What a weird and wonderful world is at our feet if we are truly alert to our surroundings. And how lucky we are that others like Gaye study these extraordinary organisms and share that knowledge so freely.
I’m back home after a week in North-West NSW. I was there for the NorthWest Alliance of community groups across the Walgett, Moree, Narrabri, Coonamble, Gunnedah, Coonabarabran, Quirindi and Tamworth shires — all very concerned about the expansion of extractive industries there, especially coal and coal seam gas.
We were a trio at information forums in Tamworth, Gunnedah, Narrabri and Moree.
Mark Ogge from The Australia Institute spoke on the economic impacts, on agriculture especially, launching a new report, ‘Still beating about the bush’, I spoke on the social impacts, and Dr Steve Robinson from Gloucester and Doctors for the Environment, spoke on health impacts.

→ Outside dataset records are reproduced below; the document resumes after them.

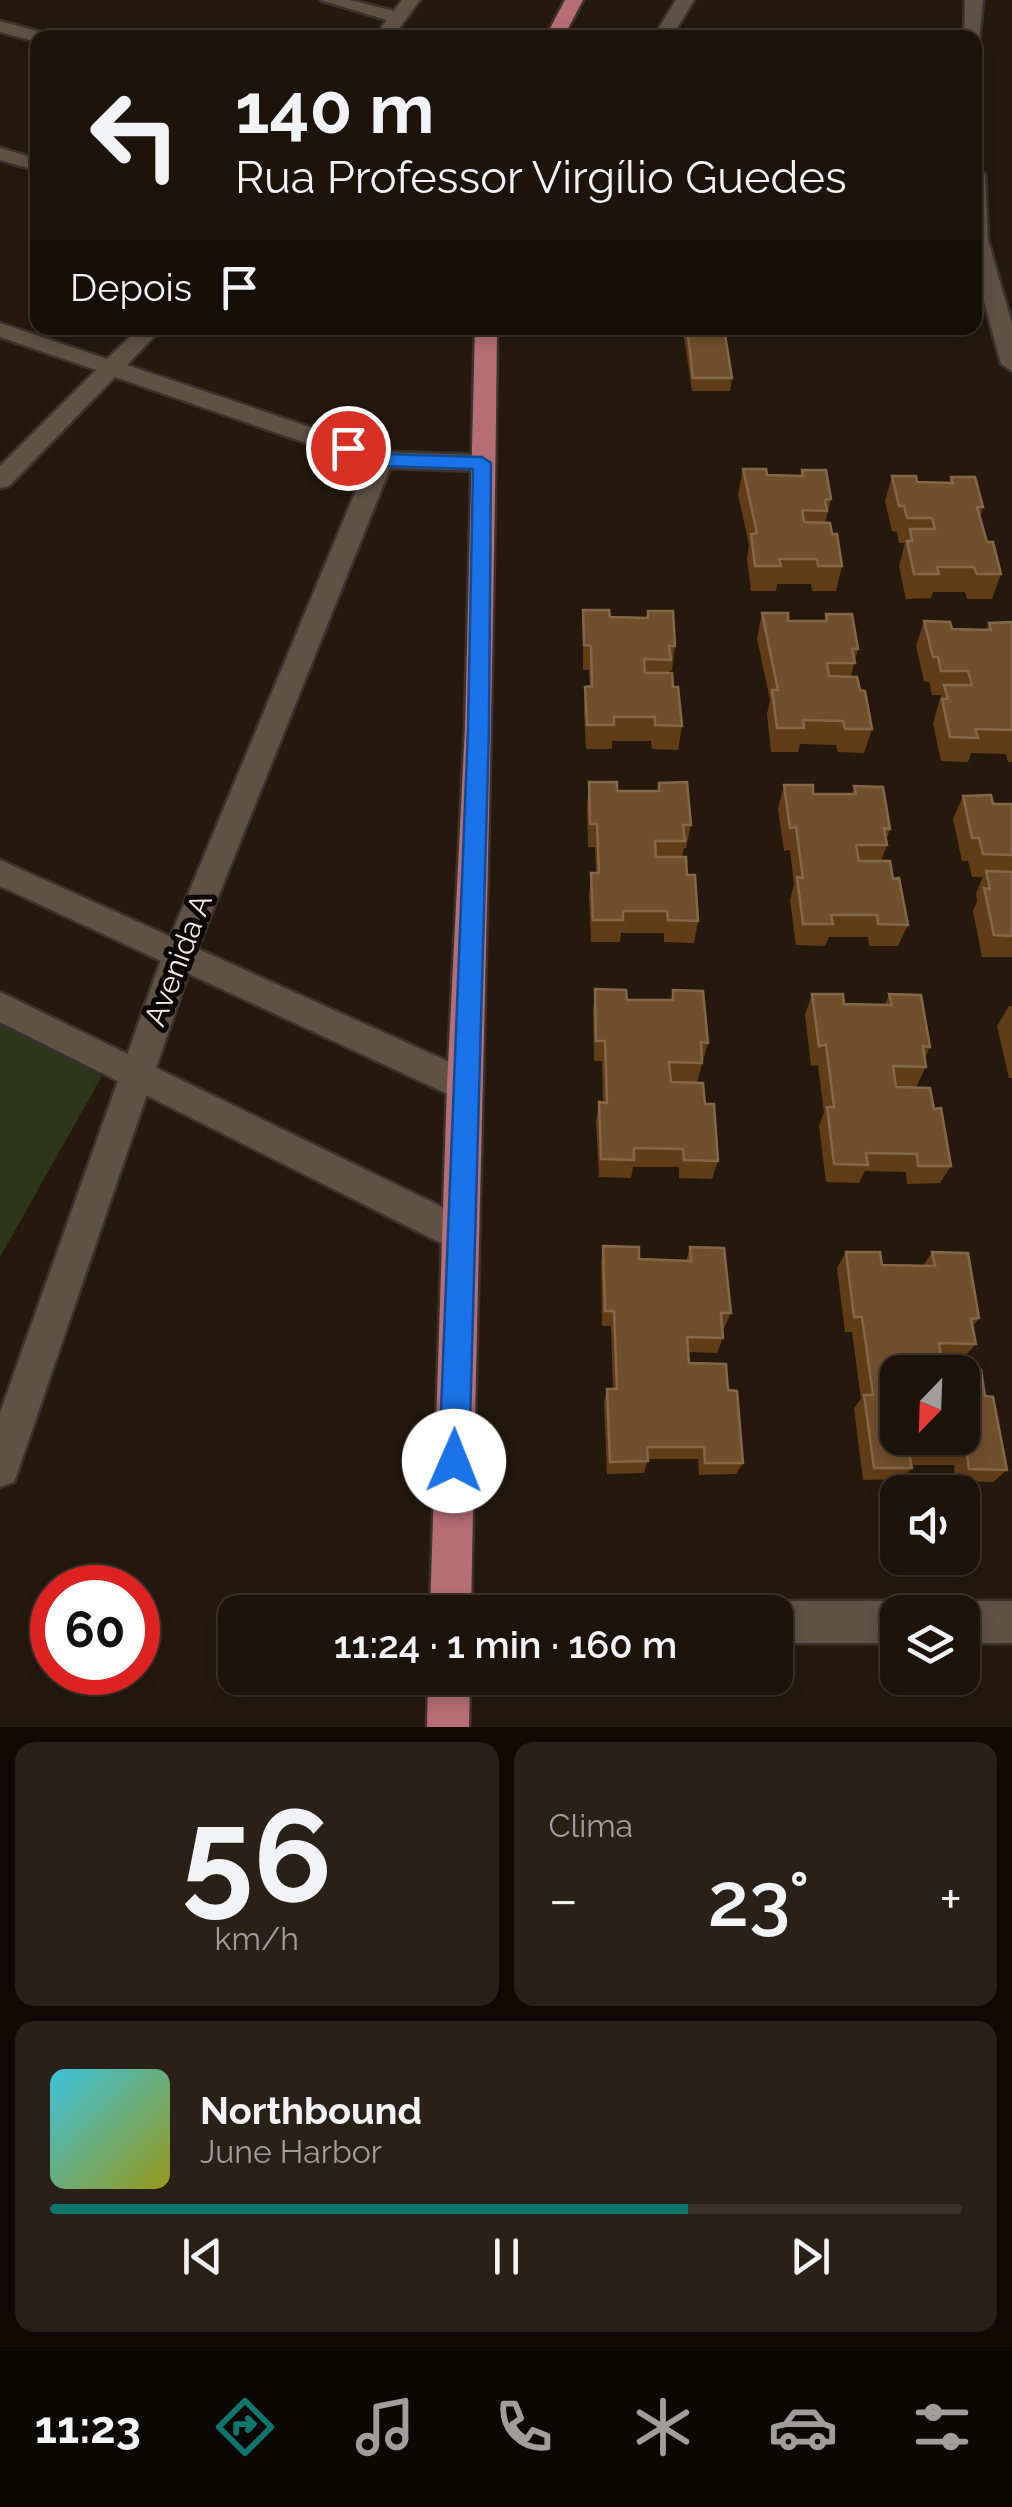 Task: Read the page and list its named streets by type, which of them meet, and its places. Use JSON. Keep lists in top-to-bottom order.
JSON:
{
  "streets": {
    "street": ["Avenida A"]
  },
  "north": "bottom left",
  "page": {
    "turn": ["140 m", "Rua Professor Virgílio Guedes"],
    "then": "Depois",
    "limit": "60",
    "trip": "11:24 · 1 min · 160 m",
    "tile": [
      ["56", "km/h"],
      "Clima"
    ],
    "heat": ["−", "23°", "+"],
    "song": ["Northbound", "June Harbor"],
    "tabs": "11:23"
  }
} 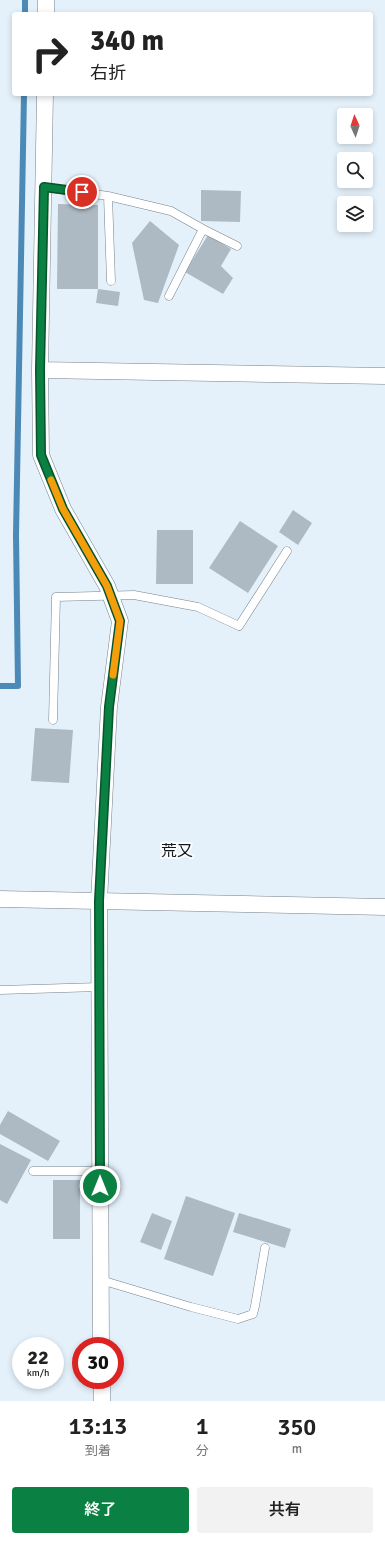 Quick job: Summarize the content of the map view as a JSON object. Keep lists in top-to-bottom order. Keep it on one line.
{"districts":["荒又"],"north":"top","page":{"turn":["340 m","右折"],"speed":"22 km/h","limit":"30","eta":["13:13","到着","1","分","350","m"],"buttons":["終了","共有"]}} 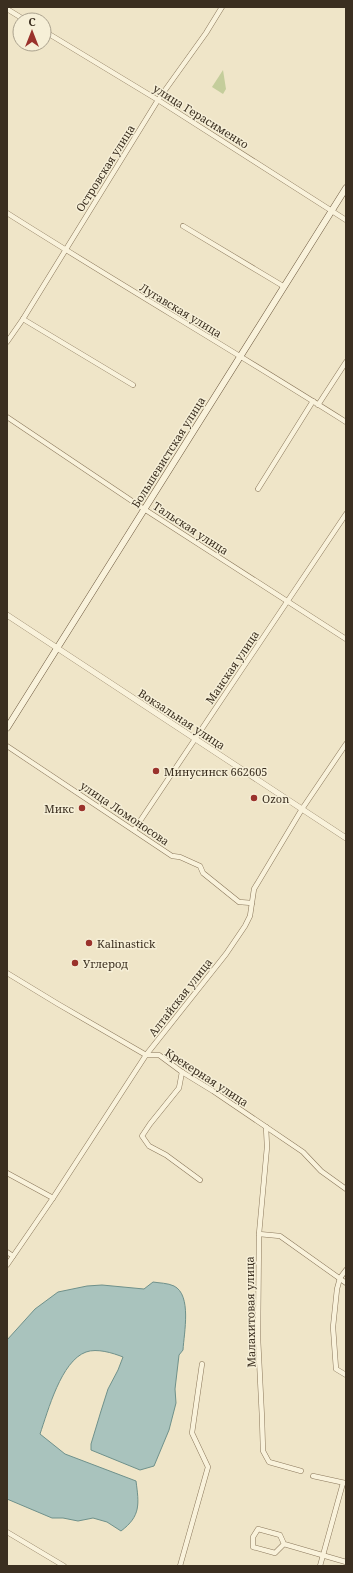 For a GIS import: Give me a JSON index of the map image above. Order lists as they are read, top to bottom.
{
  "streets": {
    "main road": ["Большевистская улица"],
    "street": [
      "улица Герасименко",
      "Островская улица",
      "Лугавская улица",
      "Тальская улица",
      "Манская улица",
      "Вокзальная улица",
      "улица Ломоносова",
      "Алтайская улица",
      "Крекерная улица",
      "Малахитовая улица"
    ]
  },
  "crossings": [
    ["улица Герасименко", "Островская улица"],
    ["улица Герасименко", "Большевистская улица"],
    ["Островская улица", "Лугавская улица"],
    ["Лугавская улица", "Большевистская улица"],
    ["Большевистская улица", "Тальская улица"],
    ["Большевистская улица", "Вокзальная улица"],
    ["Тальская улица", "Манская улица"],
    ["Манская улица", "Вокзальная улица"],
    ["Манская улица", "улица Ломоносова"],
    ["Вокзальная улица", "Алтайская улица"],
    ["улица Ломоносова", "Алтайская улица"],
    ["Алтайская улица", "Крекерная улица"],
    ["Крекерная улица", "Малахитовая улица"]
  ],
  "places": [
    "Минусинск 662605",
    "Ozon",
    "Микс",
    "Kalinastick",
    "Углерод"
  ],
  "north": "top"
} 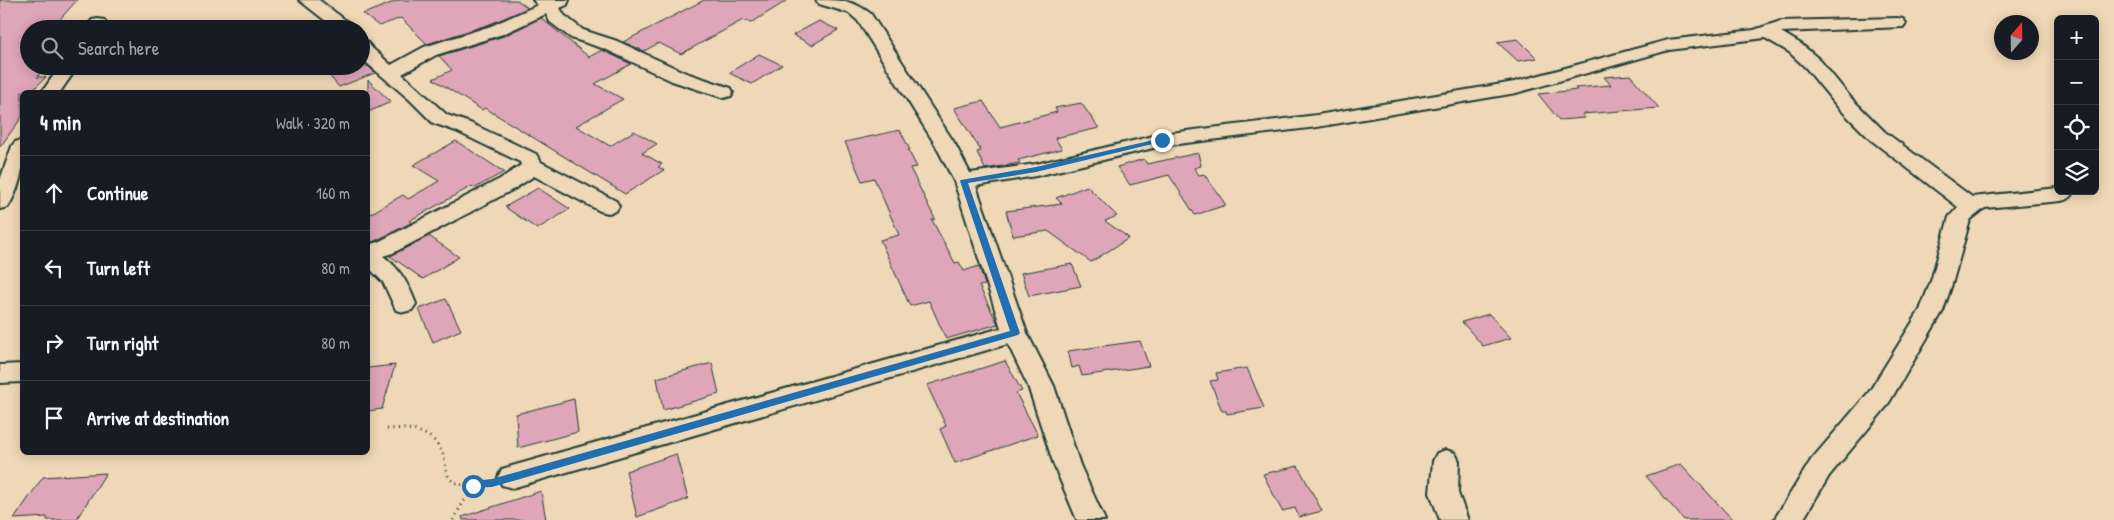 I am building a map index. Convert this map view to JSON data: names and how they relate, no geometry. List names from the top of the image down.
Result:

While issues were different in each place, interest was clearly high everywhere as good attendances (80-160) and keen questions showed. Eight times the current coal production is predicted for the Gunnedah Coal Field, as it is called overall, and CSG companies like Santos are well entrenched and keen to get going.
This is a major agricultural cropping region, proud of its water-retaining black soils, and most people want to keep it that way.
Tamworth may not be immediately threatened but I feel it could well become a Drive-in, Drive-out (DIDO) centre, where workers base their families, near amenities and away from the inevitable pollution if projects like those recently ticked off by Mr Burke go ahead — the Maules Creek mine and the Boggabri expansion. People also expressed concern about the role of coal in fuelling global warming.
Gunnedah worries about both coal and CSG, being near the BHP Billiton Caroona EL, the Shenhua Watermark EL and the Santos leases, given what we have seen in the Pilliga Forest gas fields, where spills like the above give good reason to be worried. (See Stop Pilliga Coal Seam Gas.) It also has the Whitehaven coal stockpiles and processing plant nearby.
Santos opened their ‘shop’ in Gunnedah’s main street last week, matched by a far more informative shopfront almost next door, of the N-W Alliance.
The main current coal expansion is around Boggabri, roughly halfway on the Newell Highway north from Gunnedah to Narrabri. Boggabri is soon to get a single persons worker accommodation camp, as Narrabri already has. Gunnedah wants residential housing instead.
I fear for Boggabri’s future, for health and social reasons.
Narrabri Council has been and still is gung-ho in favour of these industries, with the Pilliga CSG fields between here and Coonabarabran, and the Whitehaven coal stockpiles not far away. Clearly not all the community agree.
To the north, Moree Council has stood up for their region to remain agricultural, not industrial. They also have the shining example of the Bellata/Gurley group who have stood united against allowing CSG exploration on their top cotton and wheat land, ‘locking their gates’ well in advance.
At the last three talks, I was greatly encouraged by the number of Gomaroi people who came, and who spoke up for the need for a united front to save our land and the water. The eloquent Alf Priestley at Moree moved many by his words about one human race.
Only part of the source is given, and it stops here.